The decision brings to a close a string of high-profile prosecutions after an investigation into allegations that bankers rigged two key interest rate benchmarks, Libor (London interbank offered rate) and its Brussels-based Euribor equivalent.
The Euribor investigation proved the trickiest for the SFO. The agency originally wanted to charge 11 individuals, but only seven faced trial. London juries acquitted three and convicted four, but one absconded.
The SFO was granted European Arrest Warrants for four men in 2016 after they declined to attend a London court to be formally charged.

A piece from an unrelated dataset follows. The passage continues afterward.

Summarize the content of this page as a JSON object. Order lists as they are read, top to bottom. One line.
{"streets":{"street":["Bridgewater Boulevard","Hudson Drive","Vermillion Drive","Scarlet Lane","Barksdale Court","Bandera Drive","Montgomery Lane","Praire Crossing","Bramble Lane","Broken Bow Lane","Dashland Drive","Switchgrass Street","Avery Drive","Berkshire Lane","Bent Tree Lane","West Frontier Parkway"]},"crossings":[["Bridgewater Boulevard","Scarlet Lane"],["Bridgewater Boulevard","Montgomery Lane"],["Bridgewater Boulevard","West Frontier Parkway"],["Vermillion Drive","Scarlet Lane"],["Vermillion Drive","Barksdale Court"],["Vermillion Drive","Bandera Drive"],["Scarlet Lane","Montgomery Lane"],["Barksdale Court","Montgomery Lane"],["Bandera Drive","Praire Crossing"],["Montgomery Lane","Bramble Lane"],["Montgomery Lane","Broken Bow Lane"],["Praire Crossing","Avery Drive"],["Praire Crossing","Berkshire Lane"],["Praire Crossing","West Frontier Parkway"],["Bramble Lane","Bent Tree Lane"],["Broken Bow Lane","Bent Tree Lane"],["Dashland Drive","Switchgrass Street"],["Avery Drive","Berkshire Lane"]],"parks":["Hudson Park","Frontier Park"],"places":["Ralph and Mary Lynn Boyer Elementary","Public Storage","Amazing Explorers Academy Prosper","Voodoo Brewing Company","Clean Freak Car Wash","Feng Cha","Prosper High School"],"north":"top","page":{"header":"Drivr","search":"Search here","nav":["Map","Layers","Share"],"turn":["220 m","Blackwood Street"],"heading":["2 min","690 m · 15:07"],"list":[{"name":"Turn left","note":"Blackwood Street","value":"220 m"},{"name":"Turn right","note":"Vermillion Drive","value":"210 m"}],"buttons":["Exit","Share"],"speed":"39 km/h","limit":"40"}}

Germany and France refused to extradite the men.
The decision draws a line under a saga that began with the prosecution of former UBS (UBSG.S) and Citigroup (C.N) star trader Tom Hayes, who was sentenced to 14 years in 2015 over Libor rigging before his sentence was cut to 11 years on appeal.
Hayes, who is due to be released next January after serving half his term, continues to fight his conviction.
Euribor and Libor rates were designed to reflect the cost of borrowing between banks. But regulators announced plans to scrap Libor after some of the world’s top banks reached settlements with authorities over allegations of rate manipulation.
Aziz Rahman, a partner at law firm Rahman Ravelli, said the case had reached its “natural ending.”